Most successful industries have been founded by technical/scientific/idea people. But control of these companies has eventually evolved to “managerial” and “money” people with minimal relevant industrial knowledge and deficient innovative skills. The result is that these companies have “crashed” with limited lifetimes of ~50-100 years. To generate and sustain companies with much longer lifetimes, new strategies are needed.
Industrial companies should have internal “Entrepreneurial Centers” to continuously generate and sustain profitable new growth. They would be deliberately separate, but partially fueled by innovations from their companion Industrial Research Centers. Individuals would establish new companies, under the corporate umbrella and with some initial corporate investment.
Those innovative individuals must also invest their own personal money, assets and time, because personal commitment is the key to probable success. In addition to initial investment, the parent company would provide support in appropriate ways such as facilities, equipment, etc. These new operations would eventually evolve into separate free-standing operations, probably with additional external investment, and finally self-supporting sales income.

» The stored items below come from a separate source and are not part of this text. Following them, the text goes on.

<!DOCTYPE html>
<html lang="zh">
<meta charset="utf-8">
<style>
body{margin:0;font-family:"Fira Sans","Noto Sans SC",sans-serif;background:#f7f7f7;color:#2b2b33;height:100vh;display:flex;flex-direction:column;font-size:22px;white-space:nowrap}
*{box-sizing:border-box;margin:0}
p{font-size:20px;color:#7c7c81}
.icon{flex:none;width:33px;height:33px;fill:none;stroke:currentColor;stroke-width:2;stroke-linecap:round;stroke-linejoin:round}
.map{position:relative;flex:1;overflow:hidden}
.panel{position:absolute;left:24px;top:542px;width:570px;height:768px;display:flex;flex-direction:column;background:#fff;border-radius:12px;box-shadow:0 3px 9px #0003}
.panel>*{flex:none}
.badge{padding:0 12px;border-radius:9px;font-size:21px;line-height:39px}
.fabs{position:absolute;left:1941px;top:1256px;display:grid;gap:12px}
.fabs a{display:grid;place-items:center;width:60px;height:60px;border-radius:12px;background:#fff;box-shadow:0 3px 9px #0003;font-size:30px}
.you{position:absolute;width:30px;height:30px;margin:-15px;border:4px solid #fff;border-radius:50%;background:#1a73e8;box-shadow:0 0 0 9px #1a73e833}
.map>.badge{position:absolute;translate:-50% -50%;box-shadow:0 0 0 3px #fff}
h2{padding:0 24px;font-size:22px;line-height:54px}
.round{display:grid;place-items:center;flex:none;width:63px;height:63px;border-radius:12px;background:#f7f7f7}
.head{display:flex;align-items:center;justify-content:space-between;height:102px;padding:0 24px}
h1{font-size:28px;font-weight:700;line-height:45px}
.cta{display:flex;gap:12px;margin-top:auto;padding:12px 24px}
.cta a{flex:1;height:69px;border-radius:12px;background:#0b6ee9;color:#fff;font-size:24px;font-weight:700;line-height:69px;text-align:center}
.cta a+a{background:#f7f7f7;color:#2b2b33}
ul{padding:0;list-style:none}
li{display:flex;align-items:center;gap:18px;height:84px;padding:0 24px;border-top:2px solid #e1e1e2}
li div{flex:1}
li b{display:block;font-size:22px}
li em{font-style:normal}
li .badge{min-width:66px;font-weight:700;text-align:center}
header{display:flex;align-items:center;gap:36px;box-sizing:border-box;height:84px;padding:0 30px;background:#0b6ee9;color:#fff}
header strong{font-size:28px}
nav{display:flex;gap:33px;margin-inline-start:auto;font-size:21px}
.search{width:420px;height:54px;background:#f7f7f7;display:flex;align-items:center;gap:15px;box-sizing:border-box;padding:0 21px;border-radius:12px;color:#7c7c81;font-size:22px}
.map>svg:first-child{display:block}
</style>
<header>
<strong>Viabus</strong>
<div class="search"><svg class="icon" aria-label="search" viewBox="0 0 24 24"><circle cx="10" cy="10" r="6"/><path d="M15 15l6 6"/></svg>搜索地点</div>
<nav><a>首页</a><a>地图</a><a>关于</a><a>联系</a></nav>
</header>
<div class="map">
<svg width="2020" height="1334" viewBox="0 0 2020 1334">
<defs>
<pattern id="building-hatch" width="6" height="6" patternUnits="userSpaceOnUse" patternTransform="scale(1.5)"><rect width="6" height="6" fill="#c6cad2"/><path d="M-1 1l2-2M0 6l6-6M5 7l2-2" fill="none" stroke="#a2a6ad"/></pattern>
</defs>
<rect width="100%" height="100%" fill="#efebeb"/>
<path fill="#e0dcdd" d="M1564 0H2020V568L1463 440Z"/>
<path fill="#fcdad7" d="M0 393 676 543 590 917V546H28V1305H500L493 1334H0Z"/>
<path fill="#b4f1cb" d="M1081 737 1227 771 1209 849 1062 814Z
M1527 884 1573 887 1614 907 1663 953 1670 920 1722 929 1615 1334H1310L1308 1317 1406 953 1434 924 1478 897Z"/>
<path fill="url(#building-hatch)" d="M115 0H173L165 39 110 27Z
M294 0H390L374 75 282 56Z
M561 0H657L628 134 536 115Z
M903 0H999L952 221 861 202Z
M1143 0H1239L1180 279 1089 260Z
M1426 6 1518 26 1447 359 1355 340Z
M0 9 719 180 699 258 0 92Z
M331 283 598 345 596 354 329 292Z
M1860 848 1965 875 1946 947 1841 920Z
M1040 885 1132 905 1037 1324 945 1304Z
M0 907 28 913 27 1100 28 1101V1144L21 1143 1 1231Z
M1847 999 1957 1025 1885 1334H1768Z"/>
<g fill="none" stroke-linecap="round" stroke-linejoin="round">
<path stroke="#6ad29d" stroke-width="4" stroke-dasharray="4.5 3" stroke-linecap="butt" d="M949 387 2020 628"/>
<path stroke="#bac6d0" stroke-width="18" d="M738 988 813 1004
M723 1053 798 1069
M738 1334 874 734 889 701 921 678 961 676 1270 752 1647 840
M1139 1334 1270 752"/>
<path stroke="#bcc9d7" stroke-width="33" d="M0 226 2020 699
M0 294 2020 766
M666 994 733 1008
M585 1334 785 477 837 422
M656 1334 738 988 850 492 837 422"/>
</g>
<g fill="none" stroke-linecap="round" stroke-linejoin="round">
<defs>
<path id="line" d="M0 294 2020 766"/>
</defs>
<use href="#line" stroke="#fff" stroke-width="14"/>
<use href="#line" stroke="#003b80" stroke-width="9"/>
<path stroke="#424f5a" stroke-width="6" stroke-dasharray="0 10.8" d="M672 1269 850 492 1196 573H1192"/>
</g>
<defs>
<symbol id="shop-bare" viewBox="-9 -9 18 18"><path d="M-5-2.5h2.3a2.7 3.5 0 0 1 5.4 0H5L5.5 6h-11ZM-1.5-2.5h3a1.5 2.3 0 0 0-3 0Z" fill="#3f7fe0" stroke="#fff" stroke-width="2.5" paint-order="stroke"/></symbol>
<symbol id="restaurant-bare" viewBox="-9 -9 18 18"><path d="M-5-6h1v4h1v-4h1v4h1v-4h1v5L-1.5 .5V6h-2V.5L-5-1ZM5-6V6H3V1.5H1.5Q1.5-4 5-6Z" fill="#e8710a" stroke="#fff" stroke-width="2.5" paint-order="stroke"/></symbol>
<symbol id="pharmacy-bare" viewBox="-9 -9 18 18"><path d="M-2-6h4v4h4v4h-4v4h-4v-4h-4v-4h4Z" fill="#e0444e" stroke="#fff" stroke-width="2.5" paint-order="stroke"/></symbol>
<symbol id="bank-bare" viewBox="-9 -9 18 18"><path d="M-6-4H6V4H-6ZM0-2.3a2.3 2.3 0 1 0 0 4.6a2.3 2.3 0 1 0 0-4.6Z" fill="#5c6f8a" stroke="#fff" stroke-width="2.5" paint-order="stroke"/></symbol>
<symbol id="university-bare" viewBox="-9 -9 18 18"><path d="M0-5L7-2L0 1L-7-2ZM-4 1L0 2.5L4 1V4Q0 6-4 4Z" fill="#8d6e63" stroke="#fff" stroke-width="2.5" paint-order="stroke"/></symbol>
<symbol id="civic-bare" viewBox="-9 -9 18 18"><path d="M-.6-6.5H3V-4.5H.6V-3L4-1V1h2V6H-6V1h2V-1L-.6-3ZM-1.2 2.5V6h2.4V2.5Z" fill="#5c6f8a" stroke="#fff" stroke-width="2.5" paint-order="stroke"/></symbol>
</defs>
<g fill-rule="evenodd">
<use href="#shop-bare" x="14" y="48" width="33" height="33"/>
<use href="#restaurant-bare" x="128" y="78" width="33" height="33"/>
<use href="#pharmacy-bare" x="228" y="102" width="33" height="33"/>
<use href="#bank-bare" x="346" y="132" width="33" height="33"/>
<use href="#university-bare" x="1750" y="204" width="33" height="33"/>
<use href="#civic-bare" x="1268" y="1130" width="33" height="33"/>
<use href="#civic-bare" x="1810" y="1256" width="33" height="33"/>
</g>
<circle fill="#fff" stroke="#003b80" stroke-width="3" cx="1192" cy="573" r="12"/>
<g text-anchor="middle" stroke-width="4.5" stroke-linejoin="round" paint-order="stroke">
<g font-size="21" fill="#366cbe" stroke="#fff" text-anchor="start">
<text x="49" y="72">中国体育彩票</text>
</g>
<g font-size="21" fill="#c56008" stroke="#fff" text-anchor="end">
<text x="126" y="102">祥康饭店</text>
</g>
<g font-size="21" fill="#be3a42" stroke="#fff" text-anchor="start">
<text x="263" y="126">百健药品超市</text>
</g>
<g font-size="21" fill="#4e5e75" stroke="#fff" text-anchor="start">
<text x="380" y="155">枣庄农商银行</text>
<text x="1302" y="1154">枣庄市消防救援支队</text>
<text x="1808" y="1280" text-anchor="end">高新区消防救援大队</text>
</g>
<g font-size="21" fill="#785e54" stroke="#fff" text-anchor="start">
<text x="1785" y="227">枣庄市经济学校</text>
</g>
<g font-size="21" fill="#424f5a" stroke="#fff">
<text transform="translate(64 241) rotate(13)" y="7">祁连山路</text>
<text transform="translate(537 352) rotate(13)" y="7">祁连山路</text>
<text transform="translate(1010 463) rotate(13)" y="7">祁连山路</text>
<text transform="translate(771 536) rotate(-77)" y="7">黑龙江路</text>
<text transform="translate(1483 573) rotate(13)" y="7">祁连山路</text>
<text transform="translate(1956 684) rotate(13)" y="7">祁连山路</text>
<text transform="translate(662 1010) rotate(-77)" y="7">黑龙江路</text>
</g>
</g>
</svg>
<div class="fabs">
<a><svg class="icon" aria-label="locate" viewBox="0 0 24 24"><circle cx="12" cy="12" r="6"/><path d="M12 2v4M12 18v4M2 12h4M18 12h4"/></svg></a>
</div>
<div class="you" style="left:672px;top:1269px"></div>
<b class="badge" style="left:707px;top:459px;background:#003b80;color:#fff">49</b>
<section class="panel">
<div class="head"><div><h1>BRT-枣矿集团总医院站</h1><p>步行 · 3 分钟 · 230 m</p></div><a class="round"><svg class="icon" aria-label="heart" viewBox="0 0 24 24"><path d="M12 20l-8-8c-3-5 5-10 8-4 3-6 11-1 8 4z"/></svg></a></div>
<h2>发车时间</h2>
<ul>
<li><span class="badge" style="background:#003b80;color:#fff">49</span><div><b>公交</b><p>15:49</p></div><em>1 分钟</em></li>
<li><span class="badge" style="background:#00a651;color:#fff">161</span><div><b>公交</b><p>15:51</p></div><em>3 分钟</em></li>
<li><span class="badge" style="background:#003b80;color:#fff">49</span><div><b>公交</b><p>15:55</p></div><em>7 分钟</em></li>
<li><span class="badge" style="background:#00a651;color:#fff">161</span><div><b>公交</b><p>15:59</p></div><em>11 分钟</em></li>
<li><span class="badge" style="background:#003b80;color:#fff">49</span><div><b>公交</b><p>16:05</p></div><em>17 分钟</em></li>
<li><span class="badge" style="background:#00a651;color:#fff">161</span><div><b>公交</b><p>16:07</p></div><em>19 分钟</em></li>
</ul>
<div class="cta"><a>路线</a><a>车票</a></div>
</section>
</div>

The attempt to insert innovative ideas into existing corporate divisions has failed miserably, because these divisions have the same inflexible attitude as the parent company. Thus the need for Entrepreneurial Centers in addition to Research Centers. The view that we only need more research is not realistic.
Chuck Gallo
Lake Elmo, MN
Since 1966, APS has become a federation of Divisions. There is no Division that has scientific jurisdiction over global climate, and therefore APS Council has no jurisdiction either. APS should have a clearly stated policy with respect to the scope of its statements on issues of public policy. Such a statement should acknowledge that physics is a scientific discipline with limited scope, and not a source of special knowledge on every topic of public concern. If it aspires to enjoy public respect, it must recognize the importance of restraint on matters beyond its ken. At this time, global climate is a case in point.
However, if and when the Council decides to create a Division on Global Climate, it would then, in due course, have a body of expertise on which to base responsible policy statements.